[[ Records provided open ]]

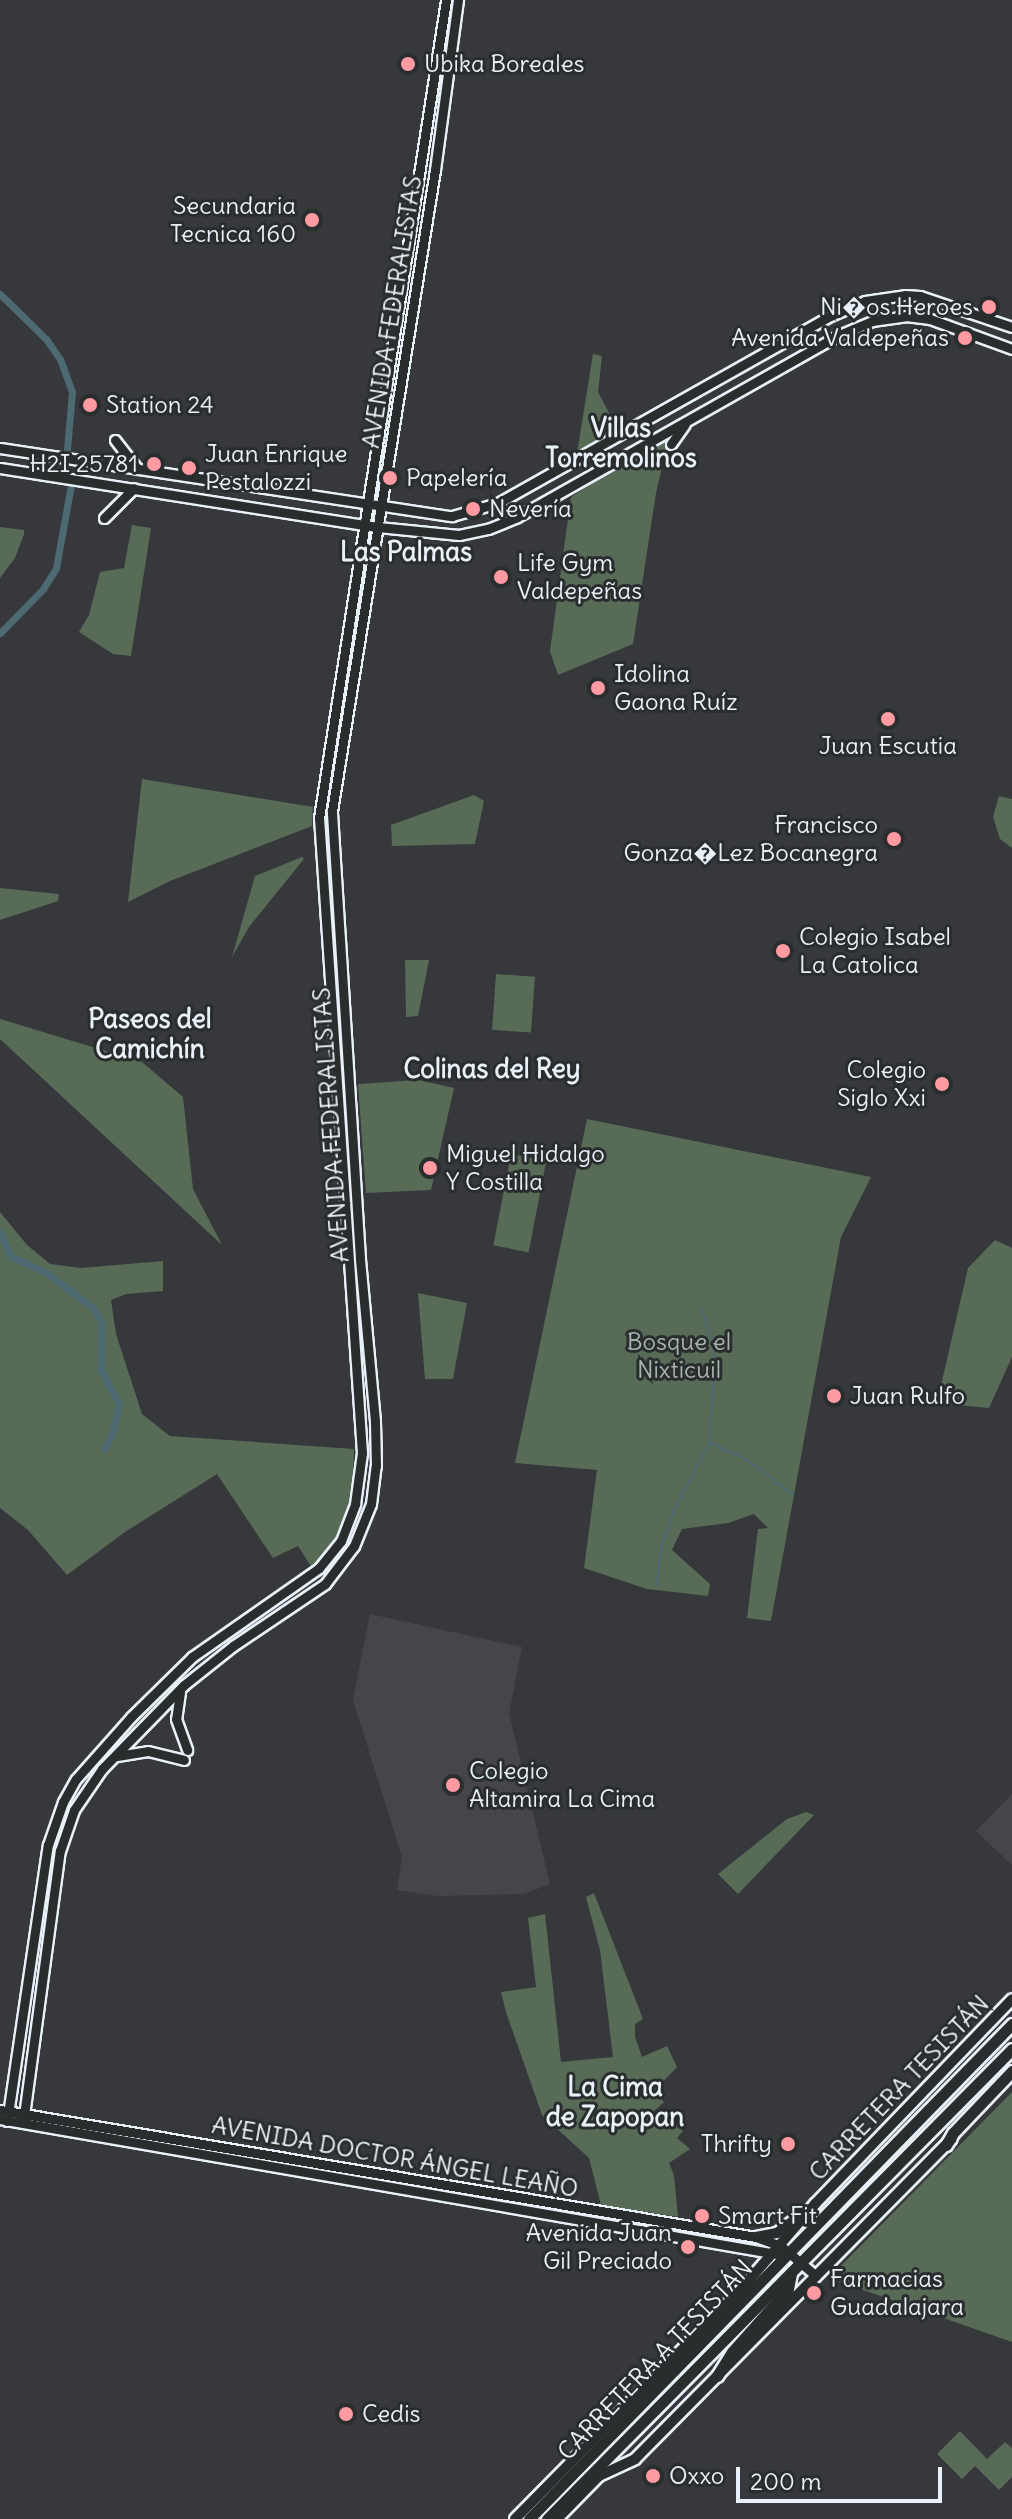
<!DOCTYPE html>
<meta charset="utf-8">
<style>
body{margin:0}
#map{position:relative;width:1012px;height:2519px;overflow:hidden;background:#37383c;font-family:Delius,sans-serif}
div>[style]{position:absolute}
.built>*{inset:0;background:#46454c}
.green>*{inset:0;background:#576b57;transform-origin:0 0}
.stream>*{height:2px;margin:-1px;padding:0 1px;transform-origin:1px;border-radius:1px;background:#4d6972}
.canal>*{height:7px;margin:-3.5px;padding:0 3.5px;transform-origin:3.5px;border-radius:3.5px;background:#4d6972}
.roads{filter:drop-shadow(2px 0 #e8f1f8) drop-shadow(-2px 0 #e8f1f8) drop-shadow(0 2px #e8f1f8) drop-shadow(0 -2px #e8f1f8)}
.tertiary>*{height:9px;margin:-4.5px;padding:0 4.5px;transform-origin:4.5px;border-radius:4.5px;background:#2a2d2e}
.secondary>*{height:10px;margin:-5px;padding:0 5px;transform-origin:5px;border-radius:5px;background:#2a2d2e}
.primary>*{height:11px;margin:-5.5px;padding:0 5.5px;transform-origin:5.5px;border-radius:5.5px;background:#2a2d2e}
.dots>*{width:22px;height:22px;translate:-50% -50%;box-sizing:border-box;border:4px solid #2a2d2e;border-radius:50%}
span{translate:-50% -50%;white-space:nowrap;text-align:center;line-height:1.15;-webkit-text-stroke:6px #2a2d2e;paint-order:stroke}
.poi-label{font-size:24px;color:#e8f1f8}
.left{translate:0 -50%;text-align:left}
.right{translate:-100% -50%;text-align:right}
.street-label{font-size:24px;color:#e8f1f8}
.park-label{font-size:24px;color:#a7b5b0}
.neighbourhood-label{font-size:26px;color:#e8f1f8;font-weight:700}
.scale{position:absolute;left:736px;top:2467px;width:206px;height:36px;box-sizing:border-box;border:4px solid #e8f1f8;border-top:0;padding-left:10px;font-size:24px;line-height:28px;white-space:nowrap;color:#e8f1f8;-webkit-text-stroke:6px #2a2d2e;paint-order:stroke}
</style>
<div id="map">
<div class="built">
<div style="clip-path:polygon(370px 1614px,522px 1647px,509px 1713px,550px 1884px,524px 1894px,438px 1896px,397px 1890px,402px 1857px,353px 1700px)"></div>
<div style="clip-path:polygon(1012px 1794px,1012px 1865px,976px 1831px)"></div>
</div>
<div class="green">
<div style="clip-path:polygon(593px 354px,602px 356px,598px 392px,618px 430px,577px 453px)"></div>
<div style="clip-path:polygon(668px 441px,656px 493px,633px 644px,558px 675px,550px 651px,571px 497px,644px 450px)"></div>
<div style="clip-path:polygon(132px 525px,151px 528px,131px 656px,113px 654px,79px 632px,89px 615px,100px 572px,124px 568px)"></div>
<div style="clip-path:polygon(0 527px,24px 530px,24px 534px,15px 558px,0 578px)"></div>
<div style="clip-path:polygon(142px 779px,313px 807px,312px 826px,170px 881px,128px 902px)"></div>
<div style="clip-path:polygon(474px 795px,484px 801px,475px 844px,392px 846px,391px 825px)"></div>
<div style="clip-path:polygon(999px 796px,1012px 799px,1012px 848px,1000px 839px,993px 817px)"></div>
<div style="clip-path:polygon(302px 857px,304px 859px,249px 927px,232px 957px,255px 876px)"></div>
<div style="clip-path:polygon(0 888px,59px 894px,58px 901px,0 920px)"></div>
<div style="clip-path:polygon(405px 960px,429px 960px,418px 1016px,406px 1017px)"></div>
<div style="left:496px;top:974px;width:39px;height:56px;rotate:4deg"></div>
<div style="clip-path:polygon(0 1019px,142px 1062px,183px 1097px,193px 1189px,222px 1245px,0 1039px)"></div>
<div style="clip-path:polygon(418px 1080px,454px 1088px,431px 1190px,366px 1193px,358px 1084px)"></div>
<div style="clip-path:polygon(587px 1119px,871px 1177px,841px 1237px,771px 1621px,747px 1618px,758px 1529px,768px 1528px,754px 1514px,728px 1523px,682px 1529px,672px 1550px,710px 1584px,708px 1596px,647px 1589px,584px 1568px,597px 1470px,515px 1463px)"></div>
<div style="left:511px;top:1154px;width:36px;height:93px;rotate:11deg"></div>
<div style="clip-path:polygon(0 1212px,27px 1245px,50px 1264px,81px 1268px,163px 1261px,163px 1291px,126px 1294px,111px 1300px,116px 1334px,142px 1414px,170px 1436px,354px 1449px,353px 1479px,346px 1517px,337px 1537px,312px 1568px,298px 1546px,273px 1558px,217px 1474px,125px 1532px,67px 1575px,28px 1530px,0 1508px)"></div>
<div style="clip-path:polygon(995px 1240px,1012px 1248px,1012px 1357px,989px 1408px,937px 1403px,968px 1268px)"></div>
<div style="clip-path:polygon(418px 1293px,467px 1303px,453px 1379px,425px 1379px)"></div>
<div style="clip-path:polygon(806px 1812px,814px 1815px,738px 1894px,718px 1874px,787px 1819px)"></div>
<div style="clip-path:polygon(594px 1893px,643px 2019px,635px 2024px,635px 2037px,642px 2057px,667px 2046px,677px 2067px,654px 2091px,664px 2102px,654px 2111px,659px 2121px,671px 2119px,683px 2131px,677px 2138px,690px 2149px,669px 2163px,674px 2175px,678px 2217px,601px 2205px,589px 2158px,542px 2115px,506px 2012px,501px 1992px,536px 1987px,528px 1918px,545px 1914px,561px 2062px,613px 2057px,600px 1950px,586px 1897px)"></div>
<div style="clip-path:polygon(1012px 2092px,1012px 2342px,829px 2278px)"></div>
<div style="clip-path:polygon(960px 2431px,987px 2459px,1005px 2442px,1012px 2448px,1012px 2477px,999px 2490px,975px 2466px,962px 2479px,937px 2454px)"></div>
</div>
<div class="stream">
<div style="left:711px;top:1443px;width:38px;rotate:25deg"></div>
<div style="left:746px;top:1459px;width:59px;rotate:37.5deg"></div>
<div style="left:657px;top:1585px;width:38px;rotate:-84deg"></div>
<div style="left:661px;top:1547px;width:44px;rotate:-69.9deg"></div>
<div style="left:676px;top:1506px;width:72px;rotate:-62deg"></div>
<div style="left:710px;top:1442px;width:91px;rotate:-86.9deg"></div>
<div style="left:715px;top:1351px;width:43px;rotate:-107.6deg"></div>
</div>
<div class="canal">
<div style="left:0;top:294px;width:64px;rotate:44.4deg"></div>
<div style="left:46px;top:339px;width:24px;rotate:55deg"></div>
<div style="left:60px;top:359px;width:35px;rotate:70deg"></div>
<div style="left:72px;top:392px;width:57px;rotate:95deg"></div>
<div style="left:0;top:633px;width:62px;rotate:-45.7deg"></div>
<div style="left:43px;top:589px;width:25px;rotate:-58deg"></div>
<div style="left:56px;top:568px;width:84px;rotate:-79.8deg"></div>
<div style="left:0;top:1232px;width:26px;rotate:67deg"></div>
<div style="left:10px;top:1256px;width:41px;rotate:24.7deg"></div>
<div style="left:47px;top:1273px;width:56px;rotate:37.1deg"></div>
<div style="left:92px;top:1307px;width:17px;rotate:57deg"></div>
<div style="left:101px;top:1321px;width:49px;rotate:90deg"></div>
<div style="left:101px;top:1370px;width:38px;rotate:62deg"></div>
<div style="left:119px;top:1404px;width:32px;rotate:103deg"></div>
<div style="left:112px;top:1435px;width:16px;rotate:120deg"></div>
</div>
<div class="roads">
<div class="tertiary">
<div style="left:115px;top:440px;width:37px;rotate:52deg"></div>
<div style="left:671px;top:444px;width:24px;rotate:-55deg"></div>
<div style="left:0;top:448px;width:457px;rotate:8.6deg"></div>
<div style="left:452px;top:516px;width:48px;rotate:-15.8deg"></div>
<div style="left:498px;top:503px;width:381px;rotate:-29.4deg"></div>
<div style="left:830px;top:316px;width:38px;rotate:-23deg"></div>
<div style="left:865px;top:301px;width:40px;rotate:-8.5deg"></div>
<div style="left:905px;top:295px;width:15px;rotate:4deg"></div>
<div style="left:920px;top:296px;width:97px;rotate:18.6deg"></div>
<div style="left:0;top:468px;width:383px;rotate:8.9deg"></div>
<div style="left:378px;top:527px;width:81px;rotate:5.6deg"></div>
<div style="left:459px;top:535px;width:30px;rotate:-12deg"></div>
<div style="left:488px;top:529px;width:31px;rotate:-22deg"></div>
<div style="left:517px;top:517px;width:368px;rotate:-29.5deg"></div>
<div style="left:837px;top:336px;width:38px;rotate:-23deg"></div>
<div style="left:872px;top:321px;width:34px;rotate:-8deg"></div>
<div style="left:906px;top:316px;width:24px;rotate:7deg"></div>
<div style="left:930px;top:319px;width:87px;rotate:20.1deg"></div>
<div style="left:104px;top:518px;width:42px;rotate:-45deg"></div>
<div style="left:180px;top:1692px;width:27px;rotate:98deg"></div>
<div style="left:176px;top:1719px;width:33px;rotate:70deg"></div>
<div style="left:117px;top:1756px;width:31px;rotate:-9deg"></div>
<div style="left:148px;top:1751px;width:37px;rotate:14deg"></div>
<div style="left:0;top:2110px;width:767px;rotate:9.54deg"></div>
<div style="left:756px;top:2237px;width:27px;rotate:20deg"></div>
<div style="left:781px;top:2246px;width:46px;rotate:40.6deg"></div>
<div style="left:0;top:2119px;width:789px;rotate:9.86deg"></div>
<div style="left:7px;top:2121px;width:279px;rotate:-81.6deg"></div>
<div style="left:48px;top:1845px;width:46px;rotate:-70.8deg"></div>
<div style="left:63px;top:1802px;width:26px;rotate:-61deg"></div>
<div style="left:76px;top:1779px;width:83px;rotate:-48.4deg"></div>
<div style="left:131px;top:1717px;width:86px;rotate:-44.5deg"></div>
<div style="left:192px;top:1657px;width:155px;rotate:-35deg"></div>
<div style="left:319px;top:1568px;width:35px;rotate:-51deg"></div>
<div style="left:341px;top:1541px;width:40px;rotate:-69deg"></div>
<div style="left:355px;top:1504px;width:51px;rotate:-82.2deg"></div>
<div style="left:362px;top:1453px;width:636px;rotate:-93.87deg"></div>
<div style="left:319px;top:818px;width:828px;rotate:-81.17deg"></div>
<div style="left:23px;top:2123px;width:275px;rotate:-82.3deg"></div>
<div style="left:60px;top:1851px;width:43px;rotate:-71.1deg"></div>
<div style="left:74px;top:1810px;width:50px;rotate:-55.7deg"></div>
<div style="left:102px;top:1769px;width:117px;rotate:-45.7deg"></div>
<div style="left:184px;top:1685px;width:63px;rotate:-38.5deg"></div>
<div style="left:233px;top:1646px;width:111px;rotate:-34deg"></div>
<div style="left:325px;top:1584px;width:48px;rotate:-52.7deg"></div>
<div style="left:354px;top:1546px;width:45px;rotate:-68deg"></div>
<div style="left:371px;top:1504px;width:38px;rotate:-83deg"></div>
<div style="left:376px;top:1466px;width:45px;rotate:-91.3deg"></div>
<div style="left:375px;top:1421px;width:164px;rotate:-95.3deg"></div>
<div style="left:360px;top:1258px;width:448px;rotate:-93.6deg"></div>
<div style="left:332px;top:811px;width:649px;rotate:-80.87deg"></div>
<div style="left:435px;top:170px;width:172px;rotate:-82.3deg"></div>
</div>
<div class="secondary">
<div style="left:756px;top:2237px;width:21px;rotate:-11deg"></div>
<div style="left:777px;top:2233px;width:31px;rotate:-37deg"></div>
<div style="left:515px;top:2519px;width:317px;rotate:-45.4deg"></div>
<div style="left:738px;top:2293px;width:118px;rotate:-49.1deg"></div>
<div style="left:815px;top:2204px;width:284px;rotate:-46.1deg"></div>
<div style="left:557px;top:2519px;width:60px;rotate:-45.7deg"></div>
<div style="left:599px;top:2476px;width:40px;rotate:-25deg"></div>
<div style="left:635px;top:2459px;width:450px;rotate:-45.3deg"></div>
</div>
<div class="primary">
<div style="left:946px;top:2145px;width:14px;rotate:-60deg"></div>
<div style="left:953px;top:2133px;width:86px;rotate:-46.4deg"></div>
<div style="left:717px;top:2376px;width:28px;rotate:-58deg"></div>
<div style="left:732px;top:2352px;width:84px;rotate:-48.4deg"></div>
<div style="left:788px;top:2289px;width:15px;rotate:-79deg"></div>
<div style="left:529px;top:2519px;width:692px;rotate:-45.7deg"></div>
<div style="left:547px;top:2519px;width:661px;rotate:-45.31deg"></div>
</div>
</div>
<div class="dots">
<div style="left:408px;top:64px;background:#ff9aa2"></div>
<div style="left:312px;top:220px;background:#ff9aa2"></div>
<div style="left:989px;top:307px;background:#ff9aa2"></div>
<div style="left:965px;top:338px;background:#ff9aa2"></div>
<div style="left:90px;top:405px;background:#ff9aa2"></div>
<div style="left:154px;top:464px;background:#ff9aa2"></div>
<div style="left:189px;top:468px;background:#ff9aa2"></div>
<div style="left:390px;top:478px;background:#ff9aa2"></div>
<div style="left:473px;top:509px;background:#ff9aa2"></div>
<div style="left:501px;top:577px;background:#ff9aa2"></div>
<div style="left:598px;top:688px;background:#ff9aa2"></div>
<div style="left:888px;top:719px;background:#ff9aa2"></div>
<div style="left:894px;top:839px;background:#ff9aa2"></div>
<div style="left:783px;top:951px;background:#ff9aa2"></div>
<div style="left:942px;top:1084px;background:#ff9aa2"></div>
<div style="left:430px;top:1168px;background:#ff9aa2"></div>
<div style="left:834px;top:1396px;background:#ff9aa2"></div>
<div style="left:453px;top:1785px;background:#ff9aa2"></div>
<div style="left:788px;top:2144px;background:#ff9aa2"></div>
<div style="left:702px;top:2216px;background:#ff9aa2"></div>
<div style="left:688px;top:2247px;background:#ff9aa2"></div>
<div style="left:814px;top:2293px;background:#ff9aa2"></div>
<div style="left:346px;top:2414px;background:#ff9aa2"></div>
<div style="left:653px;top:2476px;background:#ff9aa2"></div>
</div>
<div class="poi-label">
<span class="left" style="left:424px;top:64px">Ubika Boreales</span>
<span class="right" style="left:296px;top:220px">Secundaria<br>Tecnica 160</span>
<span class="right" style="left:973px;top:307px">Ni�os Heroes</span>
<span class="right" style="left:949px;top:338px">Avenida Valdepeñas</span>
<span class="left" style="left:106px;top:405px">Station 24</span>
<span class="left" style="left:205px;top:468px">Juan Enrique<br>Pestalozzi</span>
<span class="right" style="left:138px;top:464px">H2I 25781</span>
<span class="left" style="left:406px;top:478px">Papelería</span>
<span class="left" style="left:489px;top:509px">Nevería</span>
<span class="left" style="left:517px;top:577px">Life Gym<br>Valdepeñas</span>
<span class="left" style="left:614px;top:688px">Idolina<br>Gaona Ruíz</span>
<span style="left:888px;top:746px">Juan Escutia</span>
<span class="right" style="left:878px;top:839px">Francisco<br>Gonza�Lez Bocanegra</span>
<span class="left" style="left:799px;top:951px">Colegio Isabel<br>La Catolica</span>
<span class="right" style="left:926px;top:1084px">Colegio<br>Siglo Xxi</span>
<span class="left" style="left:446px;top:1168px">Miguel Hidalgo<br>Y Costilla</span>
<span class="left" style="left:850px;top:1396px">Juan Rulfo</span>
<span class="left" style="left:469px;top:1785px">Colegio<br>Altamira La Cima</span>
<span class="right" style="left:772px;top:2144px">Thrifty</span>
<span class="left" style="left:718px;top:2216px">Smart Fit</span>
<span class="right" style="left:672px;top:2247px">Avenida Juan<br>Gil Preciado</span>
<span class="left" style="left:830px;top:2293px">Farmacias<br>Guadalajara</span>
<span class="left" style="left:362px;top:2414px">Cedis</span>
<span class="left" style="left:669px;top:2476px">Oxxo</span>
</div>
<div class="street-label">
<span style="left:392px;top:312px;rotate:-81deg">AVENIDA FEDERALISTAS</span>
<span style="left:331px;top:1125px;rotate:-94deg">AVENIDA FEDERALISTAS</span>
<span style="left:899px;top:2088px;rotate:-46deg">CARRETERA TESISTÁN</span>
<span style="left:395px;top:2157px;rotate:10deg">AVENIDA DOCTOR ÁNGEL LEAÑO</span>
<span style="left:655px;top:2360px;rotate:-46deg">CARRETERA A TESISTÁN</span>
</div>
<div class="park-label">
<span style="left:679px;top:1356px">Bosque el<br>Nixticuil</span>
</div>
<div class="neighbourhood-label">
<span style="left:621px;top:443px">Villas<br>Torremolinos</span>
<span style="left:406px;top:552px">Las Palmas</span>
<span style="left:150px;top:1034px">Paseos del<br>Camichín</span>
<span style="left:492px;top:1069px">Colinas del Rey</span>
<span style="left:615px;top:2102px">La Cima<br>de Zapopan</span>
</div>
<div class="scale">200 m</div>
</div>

[[ Records provided closed ]]

[Description of the task]: Filter the records above, keeping each line that contains the word "margin".

[Solution for this problem]:
body{margin:0}
.stream>*{height:2px;margin:-1px;padding:0 1px;transform-origin:1px;border-radius:1px;background:#4d6972}
.canal>*{height:7px;margin:-3.5px;padding:0 3.5px;transform-origin:3.5px;border-radius:3.5px;background:#4d6972}
.tertiary>*{height:9px;margin:-4.5px;padding:0 4.5px;transform-origin:4.5px;border-radius:4.5px;background:#2a2d2e}
.secondary>*{height:10px;margin:-5px;padding:0 5px;transform-origin:5px;border-radius:5px;background:#2a2d2e}
.primary>*{height:11px;margin:-5.5px;padding:0 5.5px;transform-origin:5.5px;border-radius:5.5px;background:#2a2d2e}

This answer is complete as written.